Vivre et penser pour demain autant que pour aujourd’hui. S’il fallait inventer une devise pour le peuple juif, peut-être celle-ci pourrait-elle le représenter avec assez de fidélité. De fait, il existe peu de peuple qui ait, au fil des temps, manifesté un tel souci de la génération suivante, une telle volonté de transmission. Le peuple juif est décidément, plus que celui du souvenir, celui qui sait que l’avenir ne peut se construire durablement sans conscience ou sans mémoire. C’est alors que la question essentielle s’élève : comment assurer cette transmission ? Dans les temps passés, cette interrogation n’existait pas. Alors, la fermeture des sociétés d’accueil, que venaient compenser la solidité des liens familiaux et la tradition reçue de ses parents, suffisait pour garantir la pérennité de notre vision. Aujourd’hui, tout cela dépend uniquement de nous.
Certes, nul ne regrettera une telle évolution. Vivre dans un monde libre et ouvert, plein de tous les possibles, est un rêve que nos aïeux ne purent même pas partager tant cette perspective leur était lointaine. Mais ce nouvel environnement global donne aussi à chacun une responsabilité particulière : il faut donner à nos enfants tout ce dont, demain, ils auront besoin pour continuer de porter notre flamme. Car, il ne faut pas s’y tromper : c’est dans les années d’enfance et de jeunesse que tout cela se joue. La métaphore est connue : quand un arbre adulte est frappé par le sort, la plaie qui s’ouvre sur son tronc, aussi profonde qu’elle soit, pourra se refermer et n’entravera pas durablement son développement ; quand l’arbre est encore jeune, la même plaie pourra conduire à une vraie déformation qui nuira à toute son existence future. C’est dire que les années de formation sont essentielles. C’est dire aussi que l’éducation juive est une exigence de chaque instant et un impératif dont il faut, sans cesse, réaffirmer l’urgence.
Donner à l’enfant, dès sa naissance, un environnement qui lui permettra de s’épanouir car il sera celui de sa propre essence, de son héritage spirituel, intellectuel et moral ancestral, c’est lui donner le secret d’une vie profondément harmonieuse. Etre en accord avec soi, vivre l’équilibre de la justesse, ressentir la douceur et la force d’une transmission commencée à l’aube des temps et qui se poursuit dans les temps à venir, plus loin que la vue peut porter : c’est là l’enjeu de l’éducation juive. Alors que les écoles juives se sont multipliées, que les Talmud Torah sont largement ouverts, que les lieux d’enseignement sont accessibles à tous, il ne reste qu’à mettre en œuvre le plus beau privilège de l’homme : la liberté de faire le bon choix.
Etincelles de Machiah
L’éducation juive et la venue de Machia’h

Décrivant le temps de Machia’h, D.ieu dit (Isaïe 44:3) : « Je déverserai Mon esprit sur ta descendance et Ma bénédiction sur tes générations ». Dès la première lecture du verset, il est clair que sont ici désignés les enfants.
Or, on connaît le principe selon lequel toutes les révélations de ces temps futurs dépendent de nos actions et de notre effort d’aujourd’hui (Tanya chap. 37). C’est dire à quel point l’éducation juive assurée aux enfants est un impératif pour chacun.

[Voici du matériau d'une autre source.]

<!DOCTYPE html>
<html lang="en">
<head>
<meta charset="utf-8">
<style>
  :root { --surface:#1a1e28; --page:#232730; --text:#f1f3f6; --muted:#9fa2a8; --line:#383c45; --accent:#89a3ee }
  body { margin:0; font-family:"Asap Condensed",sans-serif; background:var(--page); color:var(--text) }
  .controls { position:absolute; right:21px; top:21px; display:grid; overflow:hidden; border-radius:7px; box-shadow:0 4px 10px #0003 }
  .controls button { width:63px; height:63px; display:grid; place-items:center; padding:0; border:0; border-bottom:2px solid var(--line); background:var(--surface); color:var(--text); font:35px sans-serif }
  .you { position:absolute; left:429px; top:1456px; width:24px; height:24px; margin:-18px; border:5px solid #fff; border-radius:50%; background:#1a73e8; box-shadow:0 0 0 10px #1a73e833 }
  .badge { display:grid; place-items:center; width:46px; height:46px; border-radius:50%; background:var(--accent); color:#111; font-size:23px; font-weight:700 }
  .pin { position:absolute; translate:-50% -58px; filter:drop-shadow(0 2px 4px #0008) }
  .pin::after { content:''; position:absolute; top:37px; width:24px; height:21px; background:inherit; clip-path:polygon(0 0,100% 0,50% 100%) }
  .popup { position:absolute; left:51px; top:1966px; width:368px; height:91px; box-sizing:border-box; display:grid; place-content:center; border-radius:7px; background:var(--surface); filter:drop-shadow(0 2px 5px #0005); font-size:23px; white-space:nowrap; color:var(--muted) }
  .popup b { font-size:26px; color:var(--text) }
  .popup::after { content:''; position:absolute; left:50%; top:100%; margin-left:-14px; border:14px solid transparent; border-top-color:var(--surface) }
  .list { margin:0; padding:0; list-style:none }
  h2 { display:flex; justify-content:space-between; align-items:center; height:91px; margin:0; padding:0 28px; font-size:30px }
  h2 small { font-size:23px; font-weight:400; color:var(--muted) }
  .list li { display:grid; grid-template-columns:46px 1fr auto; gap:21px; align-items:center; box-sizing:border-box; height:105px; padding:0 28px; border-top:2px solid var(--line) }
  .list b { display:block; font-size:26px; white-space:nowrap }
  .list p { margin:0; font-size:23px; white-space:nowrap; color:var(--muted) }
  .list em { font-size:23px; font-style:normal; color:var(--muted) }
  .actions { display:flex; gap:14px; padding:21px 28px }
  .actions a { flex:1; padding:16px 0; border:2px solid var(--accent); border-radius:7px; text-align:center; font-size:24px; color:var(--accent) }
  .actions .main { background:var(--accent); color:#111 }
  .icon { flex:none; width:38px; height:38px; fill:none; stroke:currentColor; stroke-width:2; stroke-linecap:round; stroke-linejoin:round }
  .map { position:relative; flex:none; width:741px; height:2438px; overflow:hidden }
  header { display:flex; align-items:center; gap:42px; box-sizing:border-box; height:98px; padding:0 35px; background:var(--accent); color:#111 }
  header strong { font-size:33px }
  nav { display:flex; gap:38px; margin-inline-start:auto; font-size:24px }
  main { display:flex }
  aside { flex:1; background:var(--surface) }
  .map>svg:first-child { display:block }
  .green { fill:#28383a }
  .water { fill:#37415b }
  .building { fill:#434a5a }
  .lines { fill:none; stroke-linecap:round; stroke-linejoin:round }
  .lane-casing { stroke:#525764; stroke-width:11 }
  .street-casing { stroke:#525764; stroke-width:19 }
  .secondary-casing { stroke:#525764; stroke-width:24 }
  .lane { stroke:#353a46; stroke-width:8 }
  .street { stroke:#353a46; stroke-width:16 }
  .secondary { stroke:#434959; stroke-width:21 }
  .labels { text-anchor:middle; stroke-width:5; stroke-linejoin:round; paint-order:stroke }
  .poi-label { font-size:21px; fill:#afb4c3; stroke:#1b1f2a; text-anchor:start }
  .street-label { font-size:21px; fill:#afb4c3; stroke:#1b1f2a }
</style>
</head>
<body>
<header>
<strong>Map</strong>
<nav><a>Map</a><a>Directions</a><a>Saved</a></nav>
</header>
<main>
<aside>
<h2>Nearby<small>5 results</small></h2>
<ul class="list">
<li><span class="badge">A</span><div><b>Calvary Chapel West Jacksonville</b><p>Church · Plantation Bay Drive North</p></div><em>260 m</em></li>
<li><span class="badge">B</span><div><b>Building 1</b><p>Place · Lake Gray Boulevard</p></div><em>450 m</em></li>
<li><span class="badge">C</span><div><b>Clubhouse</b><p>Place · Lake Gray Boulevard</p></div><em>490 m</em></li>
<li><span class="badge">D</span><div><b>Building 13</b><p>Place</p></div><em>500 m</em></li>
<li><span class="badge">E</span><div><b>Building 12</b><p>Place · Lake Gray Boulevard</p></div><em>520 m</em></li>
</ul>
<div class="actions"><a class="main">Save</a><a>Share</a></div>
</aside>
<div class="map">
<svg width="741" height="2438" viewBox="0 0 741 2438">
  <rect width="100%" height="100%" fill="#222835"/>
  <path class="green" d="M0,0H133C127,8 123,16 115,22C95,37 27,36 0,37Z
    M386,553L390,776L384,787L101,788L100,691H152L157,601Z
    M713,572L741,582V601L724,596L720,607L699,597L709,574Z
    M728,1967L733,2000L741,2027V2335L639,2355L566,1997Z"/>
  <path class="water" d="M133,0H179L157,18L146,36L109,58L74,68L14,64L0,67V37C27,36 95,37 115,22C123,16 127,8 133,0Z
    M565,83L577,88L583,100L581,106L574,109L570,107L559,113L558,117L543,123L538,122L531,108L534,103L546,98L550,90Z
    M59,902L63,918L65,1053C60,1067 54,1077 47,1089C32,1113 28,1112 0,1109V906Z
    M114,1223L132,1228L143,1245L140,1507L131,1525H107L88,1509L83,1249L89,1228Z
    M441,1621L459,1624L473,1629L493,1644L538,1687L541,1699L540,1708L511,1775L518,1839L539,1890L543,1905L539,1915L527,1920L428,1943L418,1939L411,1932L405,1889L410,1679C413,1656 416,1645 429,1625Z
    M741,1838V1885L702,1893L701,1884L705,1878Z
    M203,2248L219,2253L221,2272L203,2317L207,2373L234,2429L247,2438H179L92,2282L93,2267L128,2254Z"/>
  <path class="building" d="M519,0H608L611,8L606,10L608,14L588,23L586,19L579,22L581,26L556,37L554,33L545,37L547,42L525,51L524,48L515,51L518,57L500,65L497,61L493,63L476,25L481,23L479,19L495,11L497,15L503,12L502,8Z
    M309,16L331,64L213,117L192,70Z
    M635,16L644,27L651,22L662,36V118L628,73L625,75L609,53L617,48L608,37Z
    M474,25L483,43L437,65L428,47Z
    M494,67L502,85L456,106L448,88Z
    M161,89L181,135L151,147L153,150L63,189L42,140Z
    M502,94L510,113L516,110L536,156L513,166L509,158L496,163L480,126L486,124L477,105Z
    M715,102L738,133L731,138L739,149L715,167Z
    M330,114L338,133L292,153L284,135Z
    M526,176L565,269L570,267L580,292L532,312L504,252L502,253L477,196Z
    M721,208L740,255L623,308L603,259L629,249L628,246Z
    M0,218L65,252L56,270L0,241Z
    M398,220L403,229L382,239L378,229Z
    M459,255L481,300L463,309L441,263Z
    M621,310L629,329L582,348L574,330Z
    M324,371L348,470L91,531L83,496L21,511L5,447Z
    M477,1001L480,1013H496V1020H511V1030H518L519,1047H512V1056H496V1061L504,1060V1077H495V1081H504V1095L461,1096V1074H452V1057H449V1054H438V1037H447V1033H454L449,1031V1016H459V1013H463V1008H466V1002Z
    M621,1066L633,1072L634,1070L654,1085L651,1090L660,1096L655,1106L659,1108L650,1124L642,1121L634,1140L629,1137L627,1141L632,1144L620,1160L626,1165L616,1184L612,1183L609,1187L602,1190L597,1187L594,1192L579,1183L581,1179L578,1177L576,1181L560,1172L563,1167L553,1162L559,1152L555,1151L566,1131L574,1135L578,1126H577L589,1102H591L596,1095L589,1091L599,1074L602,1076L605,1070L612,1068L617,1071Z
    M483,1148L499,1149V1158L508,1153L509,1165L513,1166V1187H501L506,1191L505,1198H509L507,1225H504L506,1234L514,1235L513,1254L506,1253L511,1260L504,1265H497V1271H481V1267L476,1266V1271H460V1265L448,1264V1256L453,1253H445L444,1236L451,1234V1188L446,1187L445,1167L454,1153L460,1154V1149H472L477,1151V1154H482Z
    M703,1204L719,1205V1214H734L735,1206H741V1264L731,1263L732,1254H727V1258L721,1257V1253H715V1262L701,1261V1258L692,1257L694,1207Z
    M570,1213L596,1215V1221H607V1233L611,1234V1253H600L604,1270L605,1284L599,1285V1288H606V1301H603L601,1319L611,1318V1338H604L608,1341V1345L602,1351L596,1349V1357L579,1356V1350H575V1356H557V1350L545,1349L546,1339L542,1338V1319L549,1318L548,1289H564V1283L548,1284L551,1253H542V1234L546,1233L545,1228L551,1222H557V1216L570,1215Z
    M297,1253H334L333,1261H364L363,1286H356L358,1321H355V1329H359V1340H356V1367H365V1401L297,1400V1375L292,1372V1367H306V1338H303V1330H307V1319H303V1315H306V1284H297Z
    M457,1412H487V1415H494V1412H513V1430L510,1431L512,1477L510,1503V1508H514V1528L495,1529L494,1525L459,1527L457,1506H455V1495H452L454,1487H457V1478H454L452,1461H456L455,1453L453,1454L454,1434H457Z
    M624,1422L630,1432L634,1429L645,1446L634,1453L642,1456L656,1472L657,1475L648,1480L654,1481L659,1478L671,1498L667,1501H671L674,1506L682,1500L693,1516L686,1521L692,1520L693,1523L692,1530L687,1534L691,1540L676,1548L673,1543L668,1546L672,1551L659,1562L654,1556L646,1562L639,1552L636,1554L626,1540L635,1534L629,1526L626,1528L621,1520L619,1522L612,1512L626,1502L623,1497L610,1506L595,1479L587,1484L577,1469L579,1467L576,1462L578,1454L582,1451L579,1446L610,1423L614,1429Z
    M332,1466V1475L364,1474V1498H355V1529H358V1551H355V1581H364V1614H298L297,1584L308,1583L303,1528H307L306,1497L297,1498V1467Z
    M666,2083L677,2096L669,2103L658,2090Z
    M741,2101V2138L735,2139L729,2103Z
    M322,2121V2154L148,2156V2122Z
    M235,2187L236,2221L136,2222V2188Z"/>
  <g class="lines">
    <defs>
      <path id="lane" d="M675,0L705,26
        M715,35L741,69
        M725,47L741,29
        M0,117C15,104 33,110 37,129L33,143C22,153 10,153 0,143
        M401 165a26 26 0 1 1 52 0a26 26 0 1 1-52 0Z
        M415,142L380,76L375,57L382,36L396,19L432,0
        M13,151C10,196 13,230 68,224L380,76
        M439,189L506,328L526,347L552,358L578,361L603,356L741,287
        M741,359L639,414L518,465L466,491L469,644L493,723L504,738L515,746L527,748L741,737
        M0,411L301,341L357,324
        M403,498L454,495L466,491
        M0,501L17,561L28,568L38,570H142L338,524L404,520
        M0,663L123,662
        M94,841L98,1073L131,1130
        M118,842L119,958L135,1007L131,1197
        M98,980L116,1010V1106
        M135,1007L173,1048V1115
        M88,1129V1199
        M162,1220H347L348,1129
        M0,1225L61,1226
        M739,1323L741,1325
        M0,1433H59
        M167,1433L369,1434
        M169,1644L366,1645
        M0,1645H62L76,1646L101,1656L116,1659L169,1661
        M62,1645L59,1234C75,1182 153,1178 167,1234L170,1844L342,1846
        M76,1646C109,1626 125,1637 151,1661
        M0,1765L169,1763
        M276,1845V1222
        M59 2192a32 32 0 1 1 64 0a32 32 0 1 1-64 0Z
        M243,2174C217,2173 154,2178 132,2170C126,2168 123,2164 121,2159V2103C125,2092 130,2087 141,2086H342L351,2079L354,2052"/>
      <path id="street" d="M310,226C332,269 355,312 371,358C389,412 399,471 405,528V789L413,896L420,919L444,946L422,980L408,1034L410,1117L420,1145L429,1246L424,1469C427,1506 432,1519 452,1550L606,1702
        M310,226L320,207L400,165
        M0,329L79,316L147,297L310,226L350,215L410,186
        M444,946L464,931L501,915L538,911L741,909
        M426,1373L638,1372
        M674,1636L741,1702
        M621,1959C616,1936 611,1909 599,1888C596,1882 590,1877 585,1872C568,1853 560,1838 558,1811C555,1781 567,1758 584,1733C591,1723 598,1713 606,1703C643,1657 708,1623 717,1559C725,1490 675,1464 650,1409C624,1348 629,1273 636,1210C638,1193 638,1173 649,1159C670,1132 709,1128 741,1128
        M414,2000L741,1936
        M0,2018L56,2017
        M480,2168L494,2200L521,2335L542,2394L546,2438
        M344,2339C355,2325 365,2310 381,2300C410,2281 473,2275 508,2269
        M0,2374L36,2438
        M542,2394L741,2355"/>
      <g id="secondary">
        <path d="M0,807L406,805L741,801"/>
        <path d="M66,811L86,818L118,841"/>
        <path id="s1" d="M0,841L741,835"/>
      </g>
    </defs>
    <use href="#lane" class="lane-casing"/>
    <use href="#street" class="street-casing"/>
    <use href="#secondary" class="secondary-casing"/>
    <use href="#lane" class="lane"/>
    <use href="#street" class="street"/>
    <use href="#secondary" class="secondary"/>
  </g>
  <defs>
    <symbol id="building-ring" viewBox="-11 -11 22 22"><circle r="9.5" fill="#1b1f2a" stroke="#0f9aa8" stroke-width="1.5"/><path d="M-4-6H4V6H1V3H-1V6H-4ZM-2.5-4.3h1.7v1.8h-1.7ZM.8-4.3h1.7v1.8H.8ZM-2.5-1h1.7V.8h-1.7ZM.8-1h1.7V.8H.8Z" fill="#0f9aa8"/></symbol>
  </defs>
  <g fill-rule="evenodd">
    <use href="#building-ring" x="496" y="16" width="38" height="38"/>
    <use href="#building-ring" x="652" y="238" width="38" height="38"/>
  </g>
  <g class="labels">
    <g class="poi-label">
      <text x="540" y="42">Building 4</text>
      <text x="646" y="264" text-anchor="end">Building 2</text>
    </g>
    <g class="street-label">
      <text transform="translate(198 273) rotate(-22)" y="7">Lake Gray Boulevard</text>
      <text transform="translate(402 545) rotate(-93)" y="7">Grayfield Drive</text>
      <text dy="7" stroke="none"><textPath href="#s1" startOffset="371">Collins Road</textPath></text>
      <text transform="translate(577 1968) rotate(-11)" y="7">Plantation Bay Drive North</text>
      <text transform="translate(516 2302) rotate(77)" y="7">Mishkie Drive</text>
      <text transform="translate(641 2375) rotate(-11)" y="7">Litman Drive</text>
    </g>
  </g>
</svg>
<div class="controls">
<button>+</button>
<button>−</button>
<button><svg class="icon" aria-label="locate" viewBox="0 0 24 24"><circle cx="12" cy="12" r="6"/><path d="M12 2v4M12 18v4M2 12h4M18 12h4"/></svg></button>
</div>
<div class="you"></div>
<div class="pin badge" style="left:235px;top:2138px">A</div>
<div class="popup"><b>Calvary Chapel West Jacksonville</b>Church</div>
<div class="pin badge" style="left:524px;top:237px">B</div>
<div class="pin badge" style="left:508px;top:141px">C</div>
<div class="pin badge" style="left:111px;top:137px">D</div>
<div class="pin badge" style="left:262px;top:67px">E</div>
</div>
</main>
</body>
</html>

(d’après un commentaire du Rabbi de Loubavitch
Chabbat Parchat Vayikra 5740) H.N.
Vivre avec la Paracha
Ki Tétsé : Nos ennemis, nous-mêmes

«Quand tu partiras en guerre sur tes ennemis et D.ieu le livrera entre tes mains…» Non, il ne s’agit pas d’une coquille. Cette phrase que vous venez de lire est la traduction littérale du Deutéronome, 21 :10, le verset qui ouvre la Paracha de cette semaine : Ki Tétsé.
L’expression de la Torah Ecrite est extrêmement précise. Quand apparaît une anomalie grammaticale comme le pluriel «ennemis» reprit par le pronom singulier «le», les Midrachim et les commentaires pénètrent immédiatement dans l’histoire qui se cache derrière l’histoire et en révèlent la leçon cachée.
Les Egyptiens, les Amalécites, les Babyloniens, les Romains, l’église, les Almohades, les Nazis, les Soviétiques… ne sont que certains des ennemis qui nous ont attaqués depuis plus de quatre mille ans. D’une manière générale, ils peuvent se diviser en deux groupes : les ennemis spirituels et les ennemis physiques.
On en trouve le prototype classique chez l’empereur gréco-syrien Antiochus, qui tenta par la force d’helléniser les Juifs (sa défaite se célèbre tous les ans à ‘Hanouccah) et Haman le Aggaguite qui assura qu’un décret royal décimerait tous les Juifs, hommes, femmes et enfants (et dont la chute nous donna la célébration de Pourim.) Plus proche de nous, nous nous rappelons la campagne qui dura soixante-dix années pour déraciner les croyances et les pratiques juives sous le règne soviétique et la guerre de terreur menée par les militants islamistes qui nous veulent morts.
Et pourtant les deux ennemis d’Israël ne sont intrinsèquement qu’un ennemi unique. Le temps et, une fois encore, l’histoire juive, nous relatent la manière dont l’affaiblissement de notre identité spirituelle mène invariablement au déclin physique. L’ennemi de l’âme juive est un ennemi du corps juif tout comme un ennemi du corps juif est évidemment l’ennemi de l’âme juive.
C’est là la leçon implicite dans le verset d’ouverture de notre Paracha : notre première ligne de défense dans la guerre pour la survie du peuple juif est la prise de conscience que nos «ennemis» pluriels sont en réalité un «le» singulier, que le sort physique et le sort spirituel de notre peuple sont inexorablement liés, que nous devons considérer chaque attaque contre un Juif comme une attaque contre l’esprit éternel d’Israël et traiter chaque danger spirituel comme une menace pour notre survie physique.
Que faire pour gagner la guerre ? Comment mener la bataille pour que D.ieu «le livre entre nos mains» ? La réponse réside dans une autre curiosité grammaticale apparaissant dans ce premier verset.
«Quand tu pars en guerre sur tes ennemis…»
Concentrons-nous maintenant sur le mot «sur», Al en hébreu. Le mot hébreu Al signifie dans ce contexte «contre». Selon le sens littéral du verset, partir en guerre «sur tes ennemis» signifie faire la guerre «contre tes ennemis». Mais ce mot peut aussi être compris dans le sens de «au-dessus» : ne pars pas en guerre contre eux, pars en guerre au-dessus d’eux.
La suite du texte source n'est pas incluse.